23 and to cry man Israel from Naphtali and from Asher and from all Manasseh and to pursue after Midian
Toen werden de mannen van Israel bijeengeroepen, uit Nafthali, en uit Aser, en uit gans Manasse; en zij jaagden de Midianieten achterna.
24 and messenger to send: depart Gideon in/on/with all mountain: hill country Ephraim to/for to say to go down to/for to encounter: toward Midian and to capture to/for them [obj] [the] water till Beth-barah Beth-barah and [obj] [the] Jordan and to cry all man Ephraim and to capture [obj] [the] water till Beth-barah Beth-barah and [obj] [the] Jordan
Ook zond Gideon boden in het ganse gebergte van Efraim, zeggende: Komt af den Midianieten tegemoet, en beneemt hunlieden de wateren, tot aan Beth-bara, te weten de Jordaan; alzo werd alle man van Efraim bijeengeroepen, en zij benamen hun de wateren tot aan Beth-bara, en de Jordaan.

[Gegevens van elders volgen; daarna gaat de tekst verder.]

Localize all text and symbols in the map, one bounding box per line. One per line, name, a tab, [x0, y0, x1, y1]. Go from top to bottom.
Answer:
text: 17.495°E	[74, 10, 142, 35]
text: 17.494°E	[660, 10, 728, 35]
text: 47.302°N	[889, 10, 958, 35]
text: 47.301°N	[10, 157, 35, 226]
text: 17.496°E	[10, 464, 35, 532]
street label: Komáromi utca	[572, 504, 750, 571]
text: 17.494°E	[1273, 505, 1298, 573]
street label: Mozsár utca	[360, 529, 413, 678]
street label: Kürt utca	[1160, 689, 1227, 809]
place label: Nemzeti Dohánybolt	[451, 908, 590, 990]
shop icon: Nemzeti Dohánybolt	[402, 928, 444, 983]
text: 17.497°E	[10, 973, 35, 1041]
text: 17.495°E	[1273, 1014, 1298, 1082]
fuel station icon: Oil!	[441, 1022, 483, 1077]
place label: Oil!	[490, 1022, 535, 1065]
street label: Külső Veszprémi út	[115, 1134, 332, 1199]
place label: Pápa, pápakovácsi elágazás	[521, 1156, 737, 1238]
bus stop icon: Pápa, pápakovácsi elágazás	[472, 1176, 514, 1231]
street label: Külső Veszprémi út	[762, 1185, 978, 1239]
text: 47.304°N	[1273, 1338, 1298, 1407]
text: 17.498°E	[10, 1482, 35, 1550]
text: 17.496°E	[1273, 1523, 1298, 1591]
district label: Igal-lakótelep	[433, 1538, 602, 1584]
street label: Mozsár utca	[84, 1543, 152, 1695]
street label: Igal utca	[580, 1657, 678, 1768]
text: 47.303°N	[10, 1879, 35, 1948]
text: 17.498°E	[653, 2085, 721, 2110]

25 and to capture two ruler Midian [obj] Oreb and [obj] Zeeb and to kill [obj] Oreb in/on/with rock Oreb and [obj] Zeeb to kill in/on/with wine Zeeb and to pursue to(wards) Midian and head Oreb and Zeeb to come (in): bring to(wards) Gideon from side: beyond to/for Jordan
En zij vingen twee vorsten der Midianieten, Oreb en Zeeb, en doodden Oreb op den rotssteen Oreb, en Zeeb doodden zij in de perskuip van Zeeb, en vervolgden de Midianieten; en zij brachten de hoofden van Oreb en Zeeb tot Gideon, over de Jordaan.